## DATASET EXTRACT
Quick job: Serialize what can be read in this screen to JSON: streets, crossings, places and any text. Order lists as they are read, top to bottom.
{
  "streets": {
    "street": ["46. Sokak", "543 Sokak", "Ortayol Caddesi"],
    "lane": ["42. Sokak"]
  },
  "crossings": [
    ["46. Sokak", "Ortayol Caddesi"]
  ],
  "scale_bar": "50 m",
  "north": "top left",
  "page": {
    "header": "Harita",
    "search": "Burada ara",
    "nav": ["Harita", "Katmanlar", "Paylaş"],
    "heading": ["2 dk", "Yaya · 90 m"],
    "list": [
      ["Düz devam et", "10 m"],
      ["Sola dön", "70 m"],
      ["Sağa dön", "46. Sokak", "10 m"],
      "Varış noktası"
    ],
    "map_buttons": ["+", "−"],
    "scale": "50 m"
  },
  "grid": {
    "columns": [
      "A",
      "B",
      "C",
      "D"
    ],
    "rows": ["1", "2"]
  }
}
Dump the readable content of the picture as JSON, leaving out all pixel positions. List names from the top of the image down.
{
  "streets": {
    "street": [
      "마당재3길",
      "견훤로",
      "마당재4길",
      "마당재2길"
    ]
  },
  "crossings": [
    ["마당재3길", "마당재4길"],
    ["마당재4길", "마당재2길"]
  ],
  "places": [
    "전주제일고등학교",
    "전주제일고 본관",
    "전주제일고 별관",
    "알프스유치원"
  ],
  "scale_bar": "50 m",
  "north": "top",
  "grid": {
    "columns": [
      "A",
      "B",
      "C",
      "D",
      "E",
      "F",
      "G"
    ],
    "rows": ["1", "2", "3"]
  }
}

## EXERCISE
Now that the records have been shown, restate each one word for word.

## ANSWER BOX
Quick job: Serialize what can be read in this screen to JSON: streets, crossings, places and any text. Order lists as they are read, top to bottom.
{
  "streets": {
    "street": ["46. Sokak", "543 Sokak", "Ortayol Caddesi"],
    "lane": ["42. Sokak"]
  },
  "crossings": [
    ["46. Sokak", "Ortayol Caddesi"]
  ],
  "scale_bar": "50 m",
  "north": "top left",
  "page": {
    "header": "Harita",
    "search": "Burada ara",
    "nav": ["Harita", "Katmanlar", "Paylaş"],
    "heading": ["2 dk", "Yaya · 90 m"],
    "list": [
      ["Düz devam et", "10 m"],
      ["Sola dön", "70 m"],
      ["Sağa dön", "46. Sokak", "10 m"],
      "Varış noktası"
    ],
    "map_buttons": ["+", "−"],
    "scale": "50 m"
  },
  "grid": {
    "columns": [
      "A",
      "B",
      "C",
      "D"
    ],
    "rows": ["1", "2"]
  }
}
Dump the readable content of the picture as JSON, leaving out all pixel positions. List names from the top of the image down.
{
  "streets": {
    "street": [
      "마당재3길",
      "견훤로",
      "마당재4길",
      "마당재2길"
    ]
  },
  "crossings": [
    ["마당재3길", "마당재4길"],
    ["마당재4길", "마당재2길"]
  ],
  "places": [
    "전주제일고등학교",
    "전주제일고 본관",
    "전주제일고 별관",
    "알프스유치원"
  ],
  "scale_bar": "50 m",
  "north": "top",
  "grid": {
    "columns": [
      "A",
      "B",
      "C",
      "D",
      "E",
      "F",
      "G"
    ],
    "rows": ["1", "2", "3"]
  }
}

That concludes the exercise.